Conde Kabel era alemão. Um tipo forte que se orgulhava de sua clareza enfática e de ser capaz de evitar qualquer aresta quando manifestava suas opiniões. Capitão Garamond era francês. A mãe, uma italiana de Roma, e o pai, navegador grego. Apesar da origem humilde, causava impressão pela forma elegante ao recitar poemas clássicos nas rodas da sociedade. Marília, donzela de beleza notável, fina e educada, fez ambos perderem a linha.
A história da apaixonada disputa entre Kabel e Garamond pela bela Marília é verídica. Se Picasso disse que “tudo o que você pode imaginar é real”, a disputa entre o conde e o capital ocorreu. Deu-se na imaginação de Guilherme Mansur, quando ele tinha 13 ou 14 anos.

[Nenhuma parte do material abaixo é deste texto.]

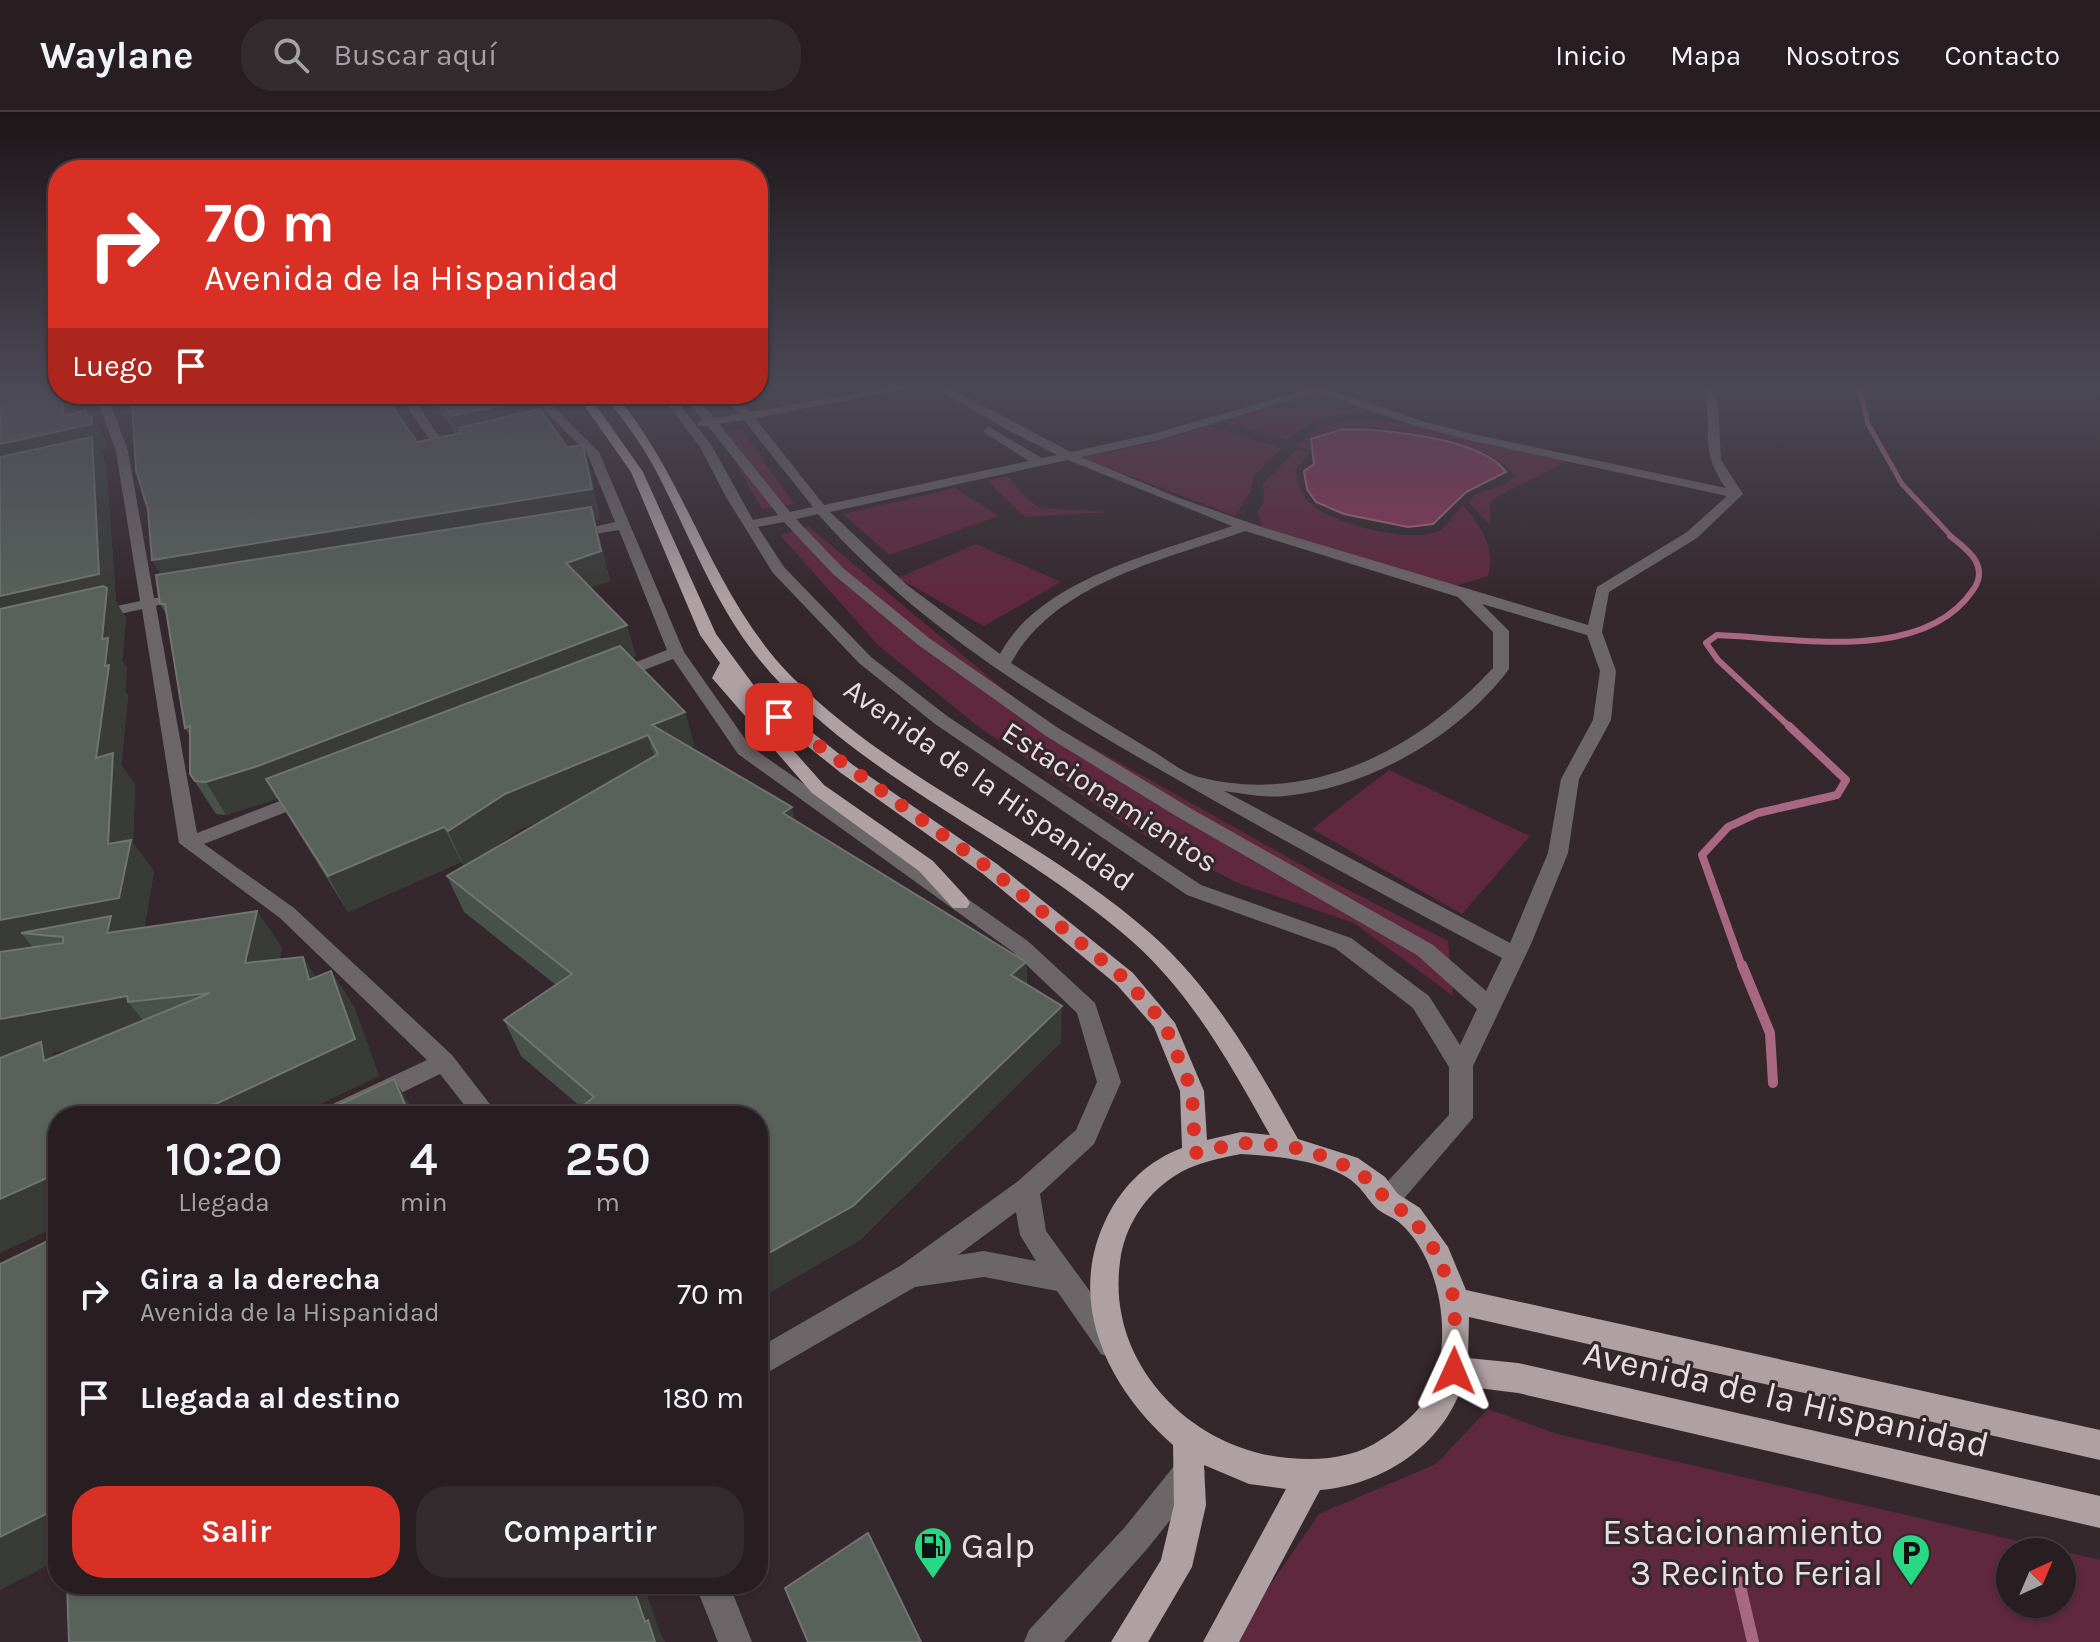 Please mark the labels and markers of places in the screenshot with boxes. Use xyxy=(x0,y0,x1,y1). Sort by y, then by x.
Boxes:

O jovem, ele conta, divertia-se com as caixas de tipos, movendo os personagens-letras até a caixa-alcova da amada Marília, uma das grandes figuras (de linguagem?) de Vila Rica. Os fabulosos encontros são uma das mais belas passagens do livro-depoimento, registro de um testemunho aberto e sincero da obra e das linhas traçadas por este tipoeta. Ao olhar a cidade histórica pela janela, Guilherme Mansur segue fabulando. Incansável, sonha criar um instituto tipográfico na cidade. Enquanto o sonho não se realiza, segue fazendo chover poesia colorida pelas torres barrocas de Ouro Preto.
Como a convivência com a tipografia, desde a infância, determinou seu rumo na poesia?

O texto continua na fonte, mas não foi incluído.